Affiliate Link: https://portal.catalysthost.com/aff.php?aff=028

I don't want your affiliate link: https://catalysthost.com/


Mun


----------



## notFound (Jan 26, 2014)

Catalyst are awesome! Now my one wish is that they would expand into other locations.


----------



## Mun (Jan 26, 2014)

notFound said:


> Catalyst are awesome! Now my one wish is that they would expand into other locations.


Me too


----------



## ryanarp (Jan 26, 2014)

notFound said:


> Catalyst are awesome! Now my one wish is that they would expand into other locations.


Soon  We have a /24 set aside for a second location that I hope pops up before March. 



Mun said:


> All in all, if you need someone to trust your important data too, Catalysthost is the one!

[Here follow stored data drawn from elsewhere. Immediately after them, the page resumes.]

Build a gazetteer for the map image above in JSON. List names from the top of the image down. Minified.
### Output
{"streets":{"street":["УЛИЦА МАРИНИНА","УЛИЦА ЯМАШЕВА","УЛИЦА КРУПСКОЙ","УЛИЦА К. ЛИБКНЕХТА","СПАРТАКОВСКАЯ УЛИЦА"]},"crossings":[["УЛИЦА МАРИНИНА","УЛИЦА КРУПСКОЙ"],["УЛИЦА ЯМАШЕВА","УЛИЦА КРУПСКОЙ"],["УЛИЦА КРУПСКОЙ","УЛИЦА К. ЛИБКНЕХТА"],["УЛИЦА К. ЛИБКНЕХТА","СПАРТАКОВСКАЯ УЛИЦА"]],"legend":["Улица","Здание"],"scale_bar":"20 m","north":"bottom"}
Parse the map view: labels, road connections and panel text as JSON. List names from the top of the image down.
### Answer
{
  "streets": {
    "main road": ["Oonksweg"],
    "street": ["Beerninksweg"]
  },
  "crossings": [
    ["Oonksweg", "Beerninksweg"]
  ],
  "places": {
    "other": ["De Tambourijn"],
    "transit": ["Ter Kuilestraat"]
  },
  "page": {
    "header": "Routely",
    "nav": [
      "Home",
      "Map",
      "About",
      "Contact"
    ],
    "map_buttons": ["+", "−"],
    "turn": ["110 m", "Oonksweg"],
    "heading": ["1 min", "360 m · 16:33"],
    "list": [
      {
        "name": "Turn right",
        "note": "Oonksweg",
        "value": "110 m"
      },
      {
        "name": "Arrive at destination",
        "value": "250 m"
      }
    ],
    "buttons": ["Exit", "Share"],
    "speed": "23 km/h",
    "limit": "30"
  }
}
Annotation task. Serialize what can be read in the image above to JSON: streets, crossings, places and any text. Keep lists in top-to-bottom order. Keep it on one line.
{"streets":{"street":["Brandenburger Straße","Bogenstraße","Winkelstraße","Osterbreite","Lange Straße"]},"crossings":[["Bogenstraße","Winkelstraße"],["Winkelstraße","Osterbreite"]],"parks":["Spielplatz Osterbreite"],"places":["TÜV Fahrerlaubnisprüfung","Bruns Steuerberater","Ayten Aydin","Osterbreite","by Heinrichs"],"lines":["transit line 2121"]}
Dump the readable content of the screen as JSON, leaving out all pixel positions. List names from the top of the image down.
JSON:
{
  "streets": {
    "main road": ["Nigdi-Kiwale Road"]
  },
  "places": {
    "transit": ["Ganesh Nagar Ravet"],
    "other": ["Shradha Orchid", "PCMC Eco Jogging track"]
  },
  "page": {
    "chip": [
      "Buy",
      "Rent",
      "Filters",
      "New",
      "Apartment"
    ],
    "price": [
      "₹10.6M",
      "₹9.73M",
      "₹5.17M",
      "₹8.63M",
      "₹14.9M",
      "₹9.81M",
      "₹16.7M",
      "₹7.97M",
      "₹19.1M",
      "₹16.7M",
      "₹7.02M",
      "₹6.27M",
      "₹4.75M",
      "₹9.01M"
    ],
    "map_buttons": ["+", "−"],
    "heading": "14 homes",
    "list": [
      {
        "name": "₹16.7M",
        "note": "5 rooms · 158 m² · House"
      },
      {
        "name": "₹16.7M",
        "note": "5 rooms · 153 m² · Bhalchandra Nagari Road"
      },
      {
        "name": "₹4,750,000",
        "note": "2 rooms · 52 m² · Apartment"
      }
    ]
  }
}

Thanks Mun  We always like the awesome words of encouragement.


----------



## HalfEatenPie (Jan 26, 2014)

Thanks for the review @Mun!  Appreciate it! 



notFound said:


> Catalyst are awesome! Now my one wish is that they would expand into other locations.


Oh you just wait


----------



## jcaleb (Feb 5, 2014)

@Mun when I click read more on your most recent post in lowendhelp.com it says not found

url: http://www.lowendhelp.com/catalysthost-review/


----------



## Mun (Feb 6, 2014)

jcaleb said:


> @Mun when I click read more on your most recent post in lowendhelp.com it says not found
> 
> url: http://www.lowendhelp.com/catalysthost-review/



weird, let me check it out.


----------



## Mun (Feb 6, 2014)

http://www.lowendhelp.com/catalyst-host-review/ <-- fixed, probably a blip from when my backend server went poof for 12 seconds or so. Not sure what the provider was doing. Just as a FYI, it wasn't catalysthost.

Mun


----------